COLUMN: Hendrick plays the encore
Appeal may be just buying time
Reviewing the events of Tuesday made me think of encores.
The metaphor is flawed. The appeal of Hendrick Motorsports just reminded me of one.
Once upon a time, a band played a show to an appreciative crowd and, after being deeply moved by the level of support, returned to the stage to play more songs. Over time, the encore became an entitlement. Nowadays crowds actually get angry if there is no encore at every single show they attend. A band could play a two-hour set on a Tuesday night to an apathetic audience of seven, and it would return for an encore.
Of course, the panel of three (selected from a supposed pool of 45) listens to the appeal. Everyone gets to say his (or her) peace. Then the panel does what NASCAR wants it to do.
It doesn’t take a conspiracy. Everyone who participates in the appeals process has had a longtime, profitable relationship with the ruling body. NASCAR wants its appeals to be heard by insiders, and one “appealing” reason is that insiders are beholden at best and sympathetic at least. The Appeals Panel has many impressive names, but most of them are there in name only. It’s unlikely that Janet Guthrie, Hurley Haywood, Bill Lester, Steve Page or Lyn St. James is going to fly to Charlotte to sit in judgment of whether or not a Camping World Truck Series team used an “unapproved” jacking bolt.

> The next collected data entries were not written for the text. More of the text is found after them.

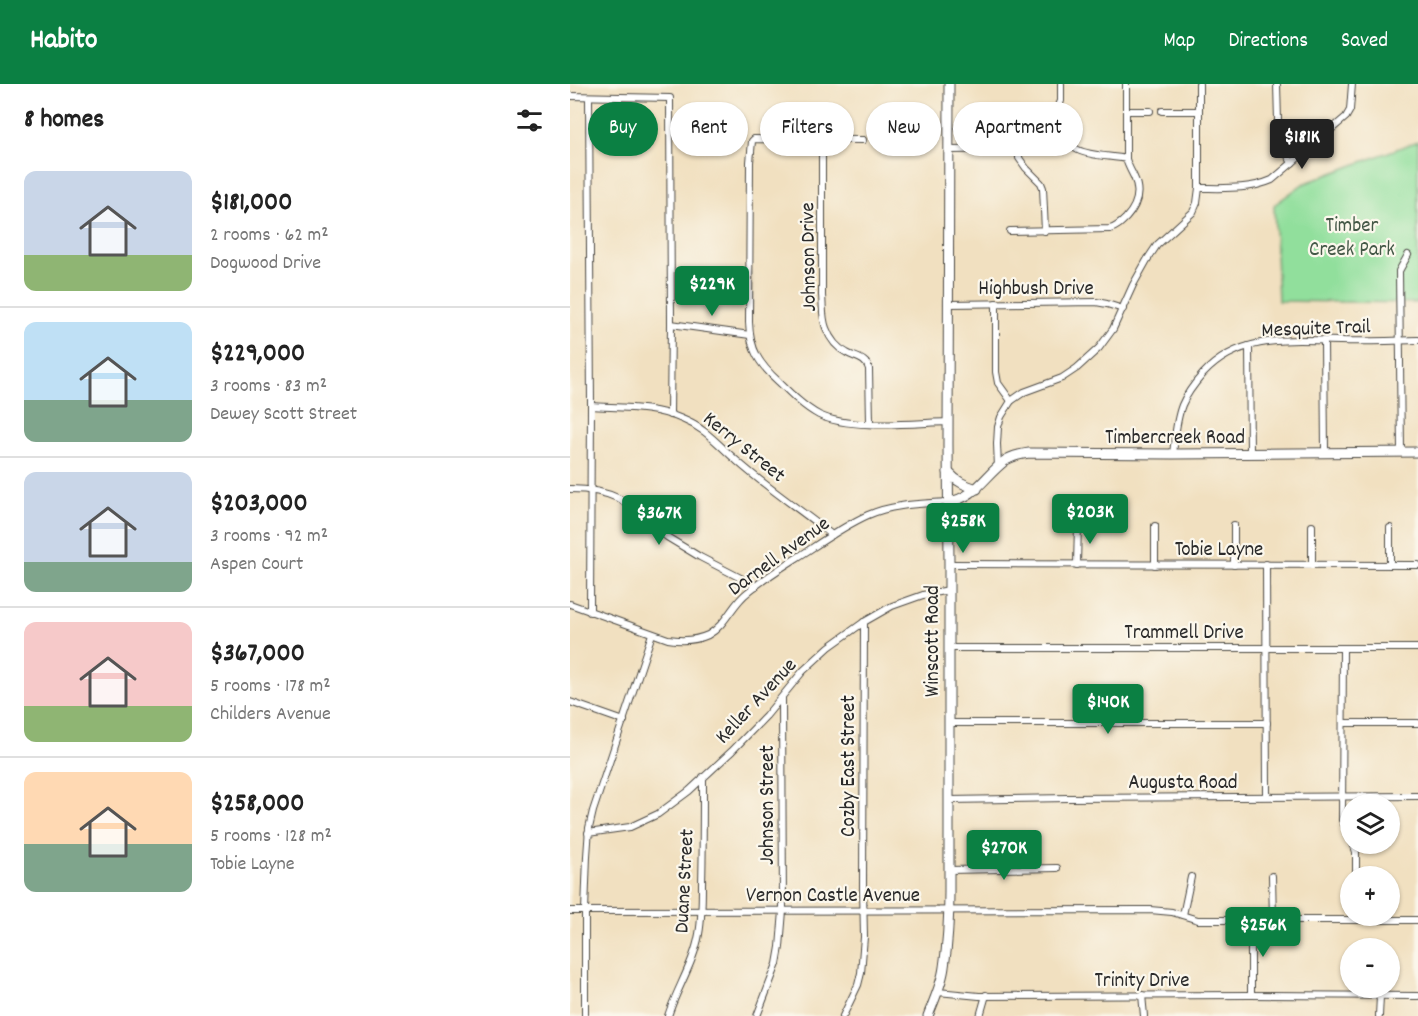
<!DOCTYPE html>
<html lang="en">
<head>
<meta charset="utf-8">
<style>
	:root { --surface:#fff; --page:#f2f2f2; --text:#222; --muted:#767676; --line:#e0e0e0; --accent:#0b8043 }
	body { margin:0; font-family:Dekko,sans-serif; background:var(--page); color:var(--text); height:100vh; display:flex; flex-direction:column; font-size:22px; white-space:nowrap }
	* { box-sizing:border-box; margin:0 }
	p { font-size:20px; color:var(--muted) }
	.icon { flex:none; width:33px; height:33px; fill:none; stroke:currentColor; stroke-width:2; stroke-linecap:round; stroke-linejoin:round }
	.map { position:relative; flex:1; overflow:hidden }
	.panel { display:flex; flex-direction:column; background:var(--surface); width:570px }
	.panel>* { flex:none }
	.top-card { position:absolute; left:18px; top:18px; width:570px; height:54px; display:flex; gap:12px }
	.buttons { position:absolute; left:770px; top:710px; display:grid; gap:12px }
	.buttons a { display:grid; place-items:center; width:60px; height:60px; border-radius:50%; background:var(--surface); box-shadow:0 2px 4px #0004; font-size:30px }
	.price { position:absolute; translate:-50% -51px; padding:0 14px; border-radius:6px; background:var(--accent); color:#fff; font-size:20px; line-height:39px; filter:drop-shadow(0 2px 3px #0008) }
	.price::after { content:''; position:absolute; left:50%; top:36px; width:18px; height:14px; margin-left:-9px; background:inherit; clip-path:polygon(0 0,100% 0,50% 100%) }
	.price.selected { background:#222; color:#fff }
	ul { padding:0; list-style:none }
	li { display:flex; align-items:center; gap:18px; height:150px; padding:0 24px }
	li+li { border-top:2px solid var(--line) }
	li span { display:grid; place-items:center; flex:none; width:168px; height:120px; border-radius:12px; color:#555 }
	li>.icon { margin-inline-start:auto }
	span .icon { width:72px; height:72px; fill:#fffc; stroke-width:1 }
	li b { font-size:26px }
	h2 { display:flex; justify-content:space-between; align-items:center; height:72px; padding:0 24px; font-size:26px }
	.chip { padding:0 21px; border-radius:27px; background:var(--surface); box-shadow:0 2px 4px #0004; font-size:21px; line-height:54px }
	.chip.selected { background:var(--accent); color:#fff }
	header { display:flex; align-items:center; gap:36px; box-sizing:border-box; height:84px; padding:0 30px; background:var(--accent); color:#fff }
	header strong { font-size:28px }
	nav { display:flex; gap:33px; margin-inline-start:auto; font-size:21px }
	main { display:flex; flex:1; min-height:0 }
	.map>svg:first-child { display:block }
</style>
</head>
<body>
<header>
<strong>Habito</strong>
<nav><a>Map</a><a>Directions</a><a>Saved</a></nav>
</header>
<main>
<section class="panel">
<h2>8 homes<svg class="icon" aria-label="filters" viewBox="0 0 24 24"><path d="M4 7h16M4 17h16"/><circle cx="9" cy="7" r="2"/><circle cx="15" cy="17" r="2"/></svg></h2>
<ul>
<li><span style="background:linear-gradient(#c9d6e8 70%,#8fb573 0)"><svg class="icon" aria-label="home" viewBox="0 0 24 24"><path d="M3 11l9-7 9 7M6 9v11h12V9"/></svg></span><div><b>$181,000</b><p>2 rooms · 62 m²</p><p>Dogwood Drive</p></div></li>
<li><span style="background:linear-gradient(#bfe0f5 65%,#7fa58c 0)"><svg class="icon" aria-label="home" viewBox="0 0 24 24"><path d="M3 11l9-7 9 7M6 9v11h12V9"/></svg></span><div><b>$229,000</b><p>3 rooms · 83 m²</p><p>Dewey Scott Street</p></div></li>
<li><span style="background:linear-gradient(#c9d6e8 75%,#7fa58c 0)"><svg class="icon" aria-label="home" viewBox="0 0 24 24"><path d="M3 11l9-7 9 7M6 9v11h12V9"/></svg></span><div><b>$203,000</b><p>3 rooms · 92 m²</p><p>Aspen Court</p></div></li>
<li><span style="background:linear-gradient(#f6c9c9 70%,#8fb573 0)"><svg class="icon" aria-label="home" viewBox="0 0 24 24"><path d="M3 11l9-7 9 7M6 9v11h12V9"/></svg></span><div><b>$367,000</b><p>5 rooms · 178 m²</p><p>Childers Avenue</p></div></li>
<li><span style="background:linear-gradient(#ffd9b3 60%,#7fa58c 0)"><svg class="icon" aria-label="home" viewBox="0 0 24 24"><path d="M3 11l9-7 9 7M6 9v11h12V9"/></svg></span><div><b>$258,000</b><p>5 rooms · 128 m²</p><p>Tobie Layne</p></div></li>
</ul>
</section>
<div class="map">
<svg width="848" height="932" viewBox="0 0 848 932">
	<rect width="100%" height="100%" fill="#fbf7ec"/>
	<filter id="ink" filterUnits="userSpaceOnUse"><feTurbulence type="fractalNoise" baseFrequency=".0167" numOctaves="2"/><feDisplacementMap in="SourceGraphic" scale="12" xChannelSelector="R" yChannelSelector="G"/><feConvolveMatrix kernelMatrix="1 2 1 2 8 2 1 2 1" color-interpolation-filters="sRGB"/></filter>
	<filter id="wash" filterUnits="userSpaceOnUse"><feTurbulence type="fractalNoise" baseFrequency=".008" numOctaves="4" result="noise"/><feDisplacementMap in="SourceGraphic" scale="24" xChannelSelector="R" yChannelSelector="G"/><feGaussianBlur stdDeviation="1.35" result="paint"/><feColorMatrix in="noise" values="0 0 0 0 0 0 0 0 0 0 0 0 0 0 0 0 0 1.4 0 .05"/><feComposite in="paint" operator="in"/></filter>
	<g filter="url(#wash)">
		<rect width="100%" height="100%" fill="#f1e0c0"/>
		<!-- green -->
		<path fill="#91df9c" stroke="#5e8564" stroke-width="1.5" d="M848,57V219L708,217L704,121L733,100Z"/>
	</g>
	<g filter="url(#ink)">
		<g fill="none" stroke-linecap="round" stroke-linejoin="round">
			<!-- street casing -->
			<g stroke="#494641" stroke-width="8">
				<g id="street">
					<path d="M707,0L708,37L711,60L722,79"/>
					<path d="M0,12L100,14L101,240L100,331"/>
					<path d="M19,13L21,322L20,528"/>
					<path d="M556,27H580"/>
					<path d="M592,27H629"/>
					<path d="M478,35C486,46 496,60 508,66C520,72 542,72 556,75"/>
					<path d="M252,56V211C253,222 252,234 256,244C260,255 267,264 277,269C286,274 296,274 299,285L300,339"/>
					<path d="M293,56L184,55L182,57L180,78L179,238C180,266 189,280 209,298C221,310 234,323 249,331C280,346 343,339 378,338"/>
					<path d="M380,66L449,65"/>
					<path d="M629,104C653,104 679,106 702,96L776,33L780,26L782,0"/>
					<path d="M440,147L540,145C547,143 551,139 556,134C567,122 571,108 564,93C561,87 558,82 556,75V0"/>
					<path d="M475,147L473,104L471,99L456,84L449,74V56L456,44L484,32L491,17V0"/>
					<path d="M426,219V288L428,299L441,317"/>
					<path d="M379,220L526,218L537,220L553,225"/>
					<path d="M101,240L180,251"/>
					<path d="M754,257L755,368"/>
					<path d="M679,262L680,369"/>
					<path d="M21,322C52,324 83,322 112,335C137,345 147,360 167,377C197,404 231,426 262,451"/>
					<path d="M831,368L829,187L838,171"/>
					<path d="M603,370C605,354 606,336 612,321C617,309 625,299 633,290C670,250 720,256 770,257C796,258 822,257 848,256"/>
					<path d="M428,383L427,360L428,343L431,333L441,317L454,308L492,294L507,284L529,264L543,245L563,201L577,176L587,161L623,128L627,119L629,104V0"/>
					<path d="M0,405C18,405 34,407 50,415L97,453L130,473L186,502"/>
					<path d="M664,441V481"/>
					<path d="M379,480L848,481"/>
					<path d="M696,480L697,712"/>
					<path d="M507,481L508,440"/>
					<path d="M585,481V442"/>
					<path d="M742,481V442"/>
					<path d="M820,481V444"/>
					<path d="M0,520L98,555C111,557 125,557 138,551C156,541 162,520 178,508C198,491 221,478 242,464C260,452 278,440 298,431C323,420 351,420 378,418"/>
					<path d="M379,564H848"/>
					<path d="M773,564L772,736L780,752"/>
					<path d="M0,618L54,637"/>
					<path d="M379,639H697"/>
					<path d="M773,639H848"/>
					<path d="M379,716L498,714L848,712"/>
					<path d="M18,749L60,743L88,730L119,707L162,667L196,632L233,587L259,563L294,538L322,522L353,511L379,506"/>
					<path d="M783,759L786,768V792"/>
					<path d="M379,786L487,784"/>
					<path d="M702,792L703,836"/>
					<path d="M0,827L580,826L602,828L628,836H848"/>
					<path d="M613,831L621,793"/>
					<path d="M368,908L409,912L681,911L848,912"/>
					<path d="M572,911L574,932"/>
					<path d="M681,911V836"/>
					<path d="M15,932V827L17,772L19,744L23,727L82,550"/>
					<path d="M98,932C107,904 124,879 129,850C132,834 132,816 132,800C133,764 133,729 133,693"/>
					<path d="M187,932L207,880L210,863L213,827L212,614"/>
					<path d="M273,932L288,901L291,889L294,853L293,804L294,538"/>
					<path d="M410,932L416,911"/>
					<path d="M809,932L810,912"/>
				</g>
			</g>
			<!-- secondary casing -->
			<g stroke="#494641" stroke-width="11">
				<g id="secondary">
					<path d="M378,388C387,398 395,401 407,405"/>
					<path d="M378,418C406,414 415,391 436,376C443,372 451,370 459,369L603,370L848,368"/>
					<path d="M358,932C364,916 372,900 374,883C378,858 379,833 379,808V480L378,361L379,0"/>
				</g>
			</g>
			<!-- street -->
			<use href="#street" stroke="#fff" stroke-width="6"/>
			<!-- secondary -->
			<use href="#secondary" stroke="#fff" stroke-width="9"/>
		</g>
	</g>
	<g text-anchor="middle" stroke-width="4.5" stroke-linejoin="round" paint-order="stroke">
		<!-- park labels -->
		<g font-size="21" fill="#445847" stroke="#fbf7ec">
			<text x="782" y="147">Timber<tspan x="782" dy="24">Creek Park</tspan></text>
		</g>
		<!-- street labels -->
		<g font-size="21" fill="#2b2b2b" stroke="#fbf7ec">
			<text transform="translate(237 173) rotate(-91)" y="7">Johnson Drive</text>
			<text x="466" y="210">Highbush Drive</text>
			<text transform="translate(746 243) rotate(-2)" y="7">Mesquite Trail</text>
			<text x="605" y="359">Timbercreek Road</text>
			<text transform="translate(175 362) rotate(39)" y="7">Kerry Street</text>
			<text x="649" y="471">Tobie Layne</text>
			<text transform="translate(208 471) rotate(-36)" y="7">Darnell Avenue</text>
			<text x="614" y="554">Trammell Drive</text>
			<text transform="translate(361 557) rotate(-90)" y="7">Winscott Road</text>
			<text transform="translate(185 616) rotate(-47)" y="7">Keller Avenue</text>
			<text transform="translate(277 682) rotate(-90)" y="7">Cozby East Street</text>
			<text x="613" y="704">Augusta Road</text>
			<text transform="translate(196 721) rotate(-90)" y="7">Johnson Street</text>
			<text transform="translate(113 797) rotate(-87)" y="7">Duane Street</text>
			<text x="263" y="817">Vernon Castle Avenue</text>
			<text x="572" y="902">Trinity Drive</text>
		</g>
	</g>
</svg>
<div class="buttons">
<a><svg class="icon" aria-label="layers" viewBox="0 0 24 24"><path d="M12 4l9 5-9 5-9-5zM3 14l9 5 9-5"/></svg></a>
<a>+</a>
<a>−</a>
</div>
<b class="price selected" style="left:732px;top:86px">$181K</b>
<b class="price" style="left:142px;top:233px">$229K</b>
<b class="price" style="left:520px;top:461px">$203K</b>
<b class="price" style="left:89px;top:462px">$367K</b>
<b class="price" style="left:393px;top:470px">$258K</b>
<b class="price" style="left:538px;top:651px">$140K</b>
<b class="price" style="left:434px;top:797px">$270K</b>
<b class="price" style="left:693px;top:874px">$256K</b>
<div class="top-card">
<a class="chip selected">Buy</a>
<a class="chip">Rent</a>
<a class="chip">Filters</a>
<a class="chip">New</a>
<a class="chip">Apartment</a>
</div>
</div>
</main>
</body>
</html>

Rick Hendrick appealed the harsh penalties dealt his team. Losing Jimmie Johnson’s crew chief (Chad Knaus) and car chief (Ron Malec) for six weeks is a tough pill to swallow. In some sense, Hendrick is probably using the appeal process to buy some time. The celebrated “C Post” violation occurred before the Daytona 500. The fourth race comes up at Bristol Sunday, and Johnson and Malec will still be with the team because their suspensions are under appeal. By the time the appeal is put to bed, Johnson’s team will be more ready to adapt.
When Hendrick appeared in front of the cameras, he announced that he would further appeal the penalties to the highest level of the NASCAR “judiciary.” He did so very politely. No one on CourtTV is ever that gracious. He said he was grateful that NASCAR gave the sport a process of appeal at all.
It was just so considerate of them.
Maybe John Middlebrook, the Chief Appellate Officer, will reduce the suspensions from six to four, but I doubt it.
I think when Hendrick came out of the NASCAR Research and Development Center, it was just an encore.